*** Begin section ***

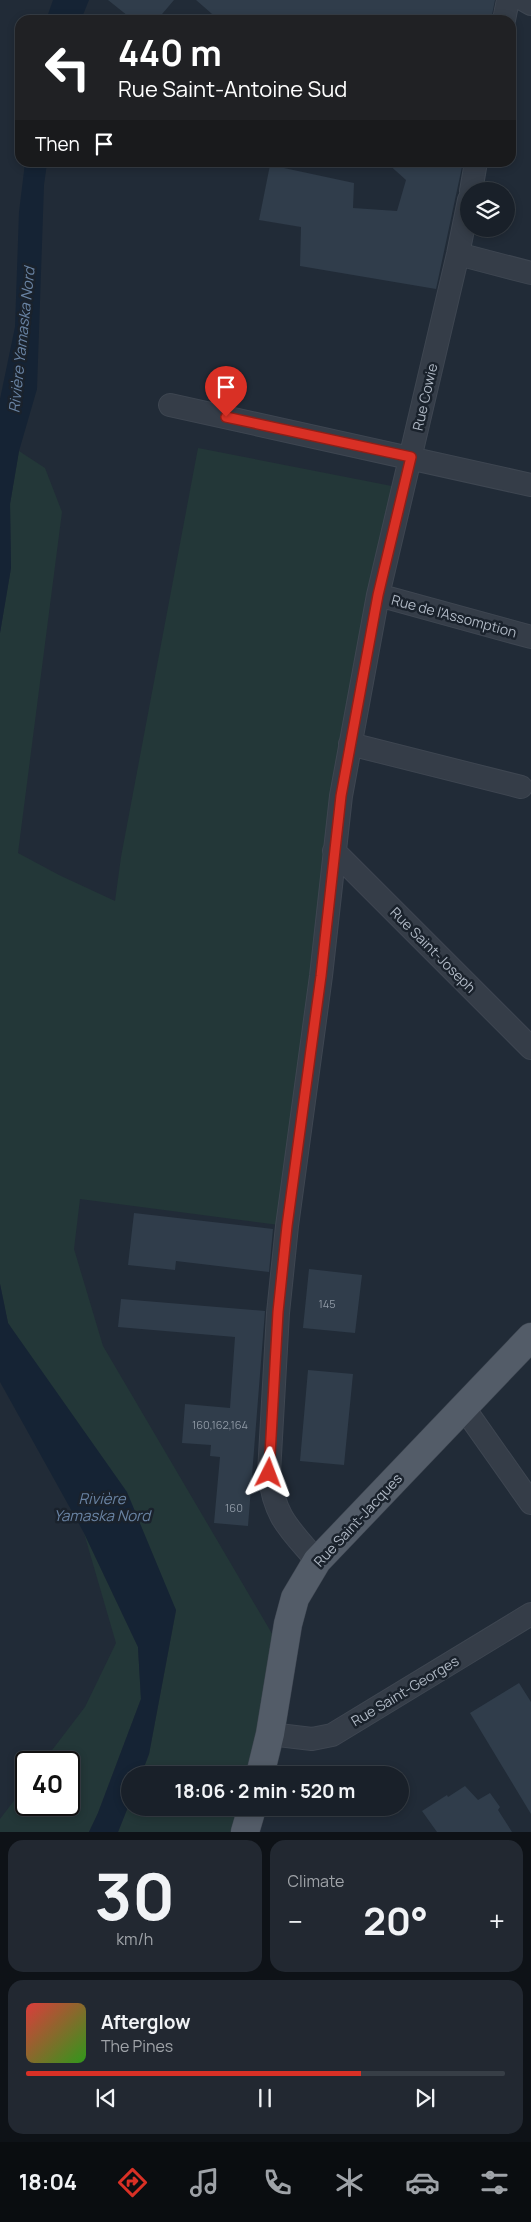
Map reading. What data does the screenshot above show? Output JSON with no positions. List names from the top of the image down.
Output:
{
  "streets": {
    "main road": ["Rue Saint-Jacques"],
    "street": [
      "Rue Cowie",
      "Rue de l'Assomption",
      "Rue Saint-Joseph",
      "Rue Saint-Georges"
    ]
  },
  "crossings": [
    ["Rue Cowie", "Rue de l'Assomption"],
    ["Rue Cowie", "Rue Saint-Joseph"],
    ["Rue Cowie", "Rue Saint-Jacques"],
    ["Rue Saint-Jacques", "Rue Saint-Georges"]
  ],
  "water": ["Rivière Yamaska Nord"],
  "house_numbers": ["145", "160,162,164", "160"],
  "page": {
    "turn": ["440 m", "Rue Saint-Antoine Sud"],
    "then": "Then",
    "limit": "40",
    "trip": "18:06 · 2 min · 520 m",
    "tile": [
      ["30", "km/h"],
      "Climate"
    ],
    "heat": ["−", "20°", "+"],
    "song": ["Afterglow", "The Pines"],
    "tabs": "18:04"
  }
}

*** End section ***
*** Begin section ***

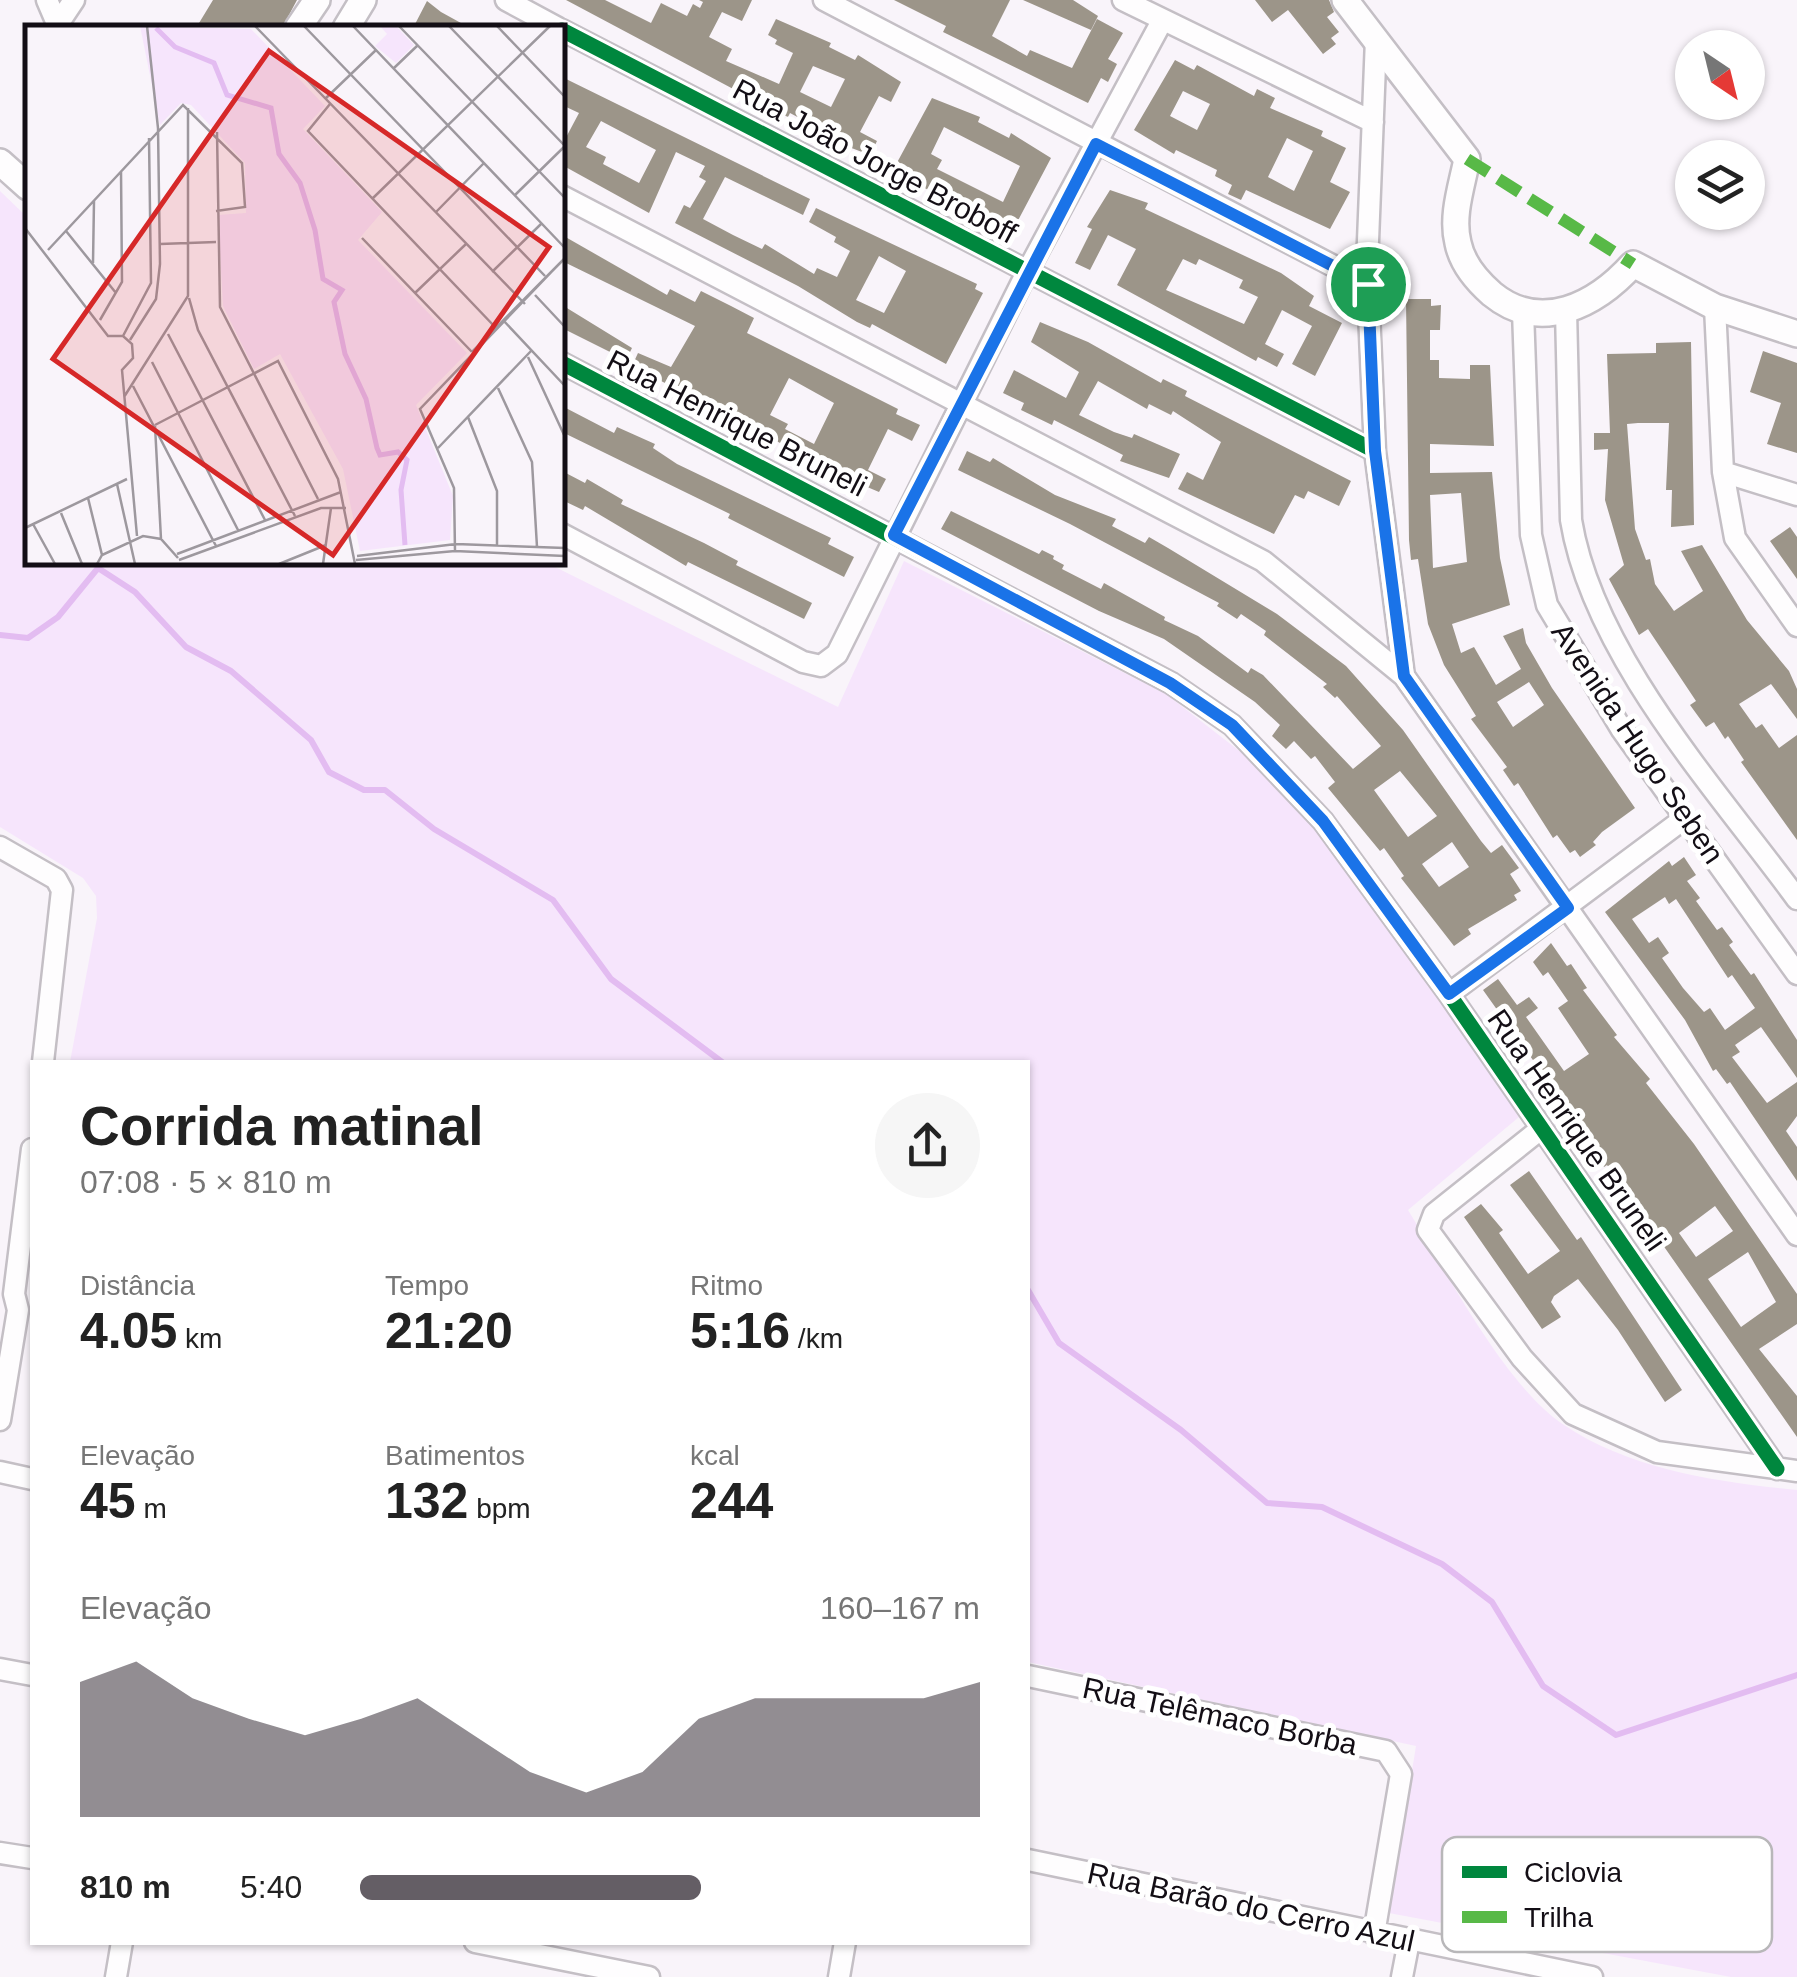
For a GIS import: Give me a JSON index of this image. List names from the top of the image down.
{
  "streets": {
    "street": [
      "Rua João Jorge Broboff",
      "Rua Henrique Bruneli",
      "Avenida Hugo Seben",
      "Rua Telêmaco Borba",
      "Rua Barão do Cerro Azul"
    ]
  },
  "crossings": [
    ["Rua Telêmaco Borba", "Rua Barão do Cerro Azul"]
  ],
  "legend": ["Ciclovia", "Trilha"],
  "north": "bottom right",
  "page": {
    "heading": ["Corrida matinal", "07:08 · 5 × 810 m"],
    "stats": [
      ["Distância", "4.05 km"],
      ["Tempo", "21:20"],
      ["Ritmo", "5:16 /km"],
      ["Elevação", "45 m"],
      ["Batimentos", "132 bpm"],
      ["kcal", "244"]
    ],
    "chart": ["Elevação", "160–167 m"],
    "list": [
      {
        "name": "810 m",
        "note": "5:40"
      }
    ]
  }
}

*** End section ***

=== HOW TO COMPLETE THIS TASK ===
If a line in the material above contains the word "Jacques", it counts; give only the number of such lines.

=== TASK ANSWER ===
3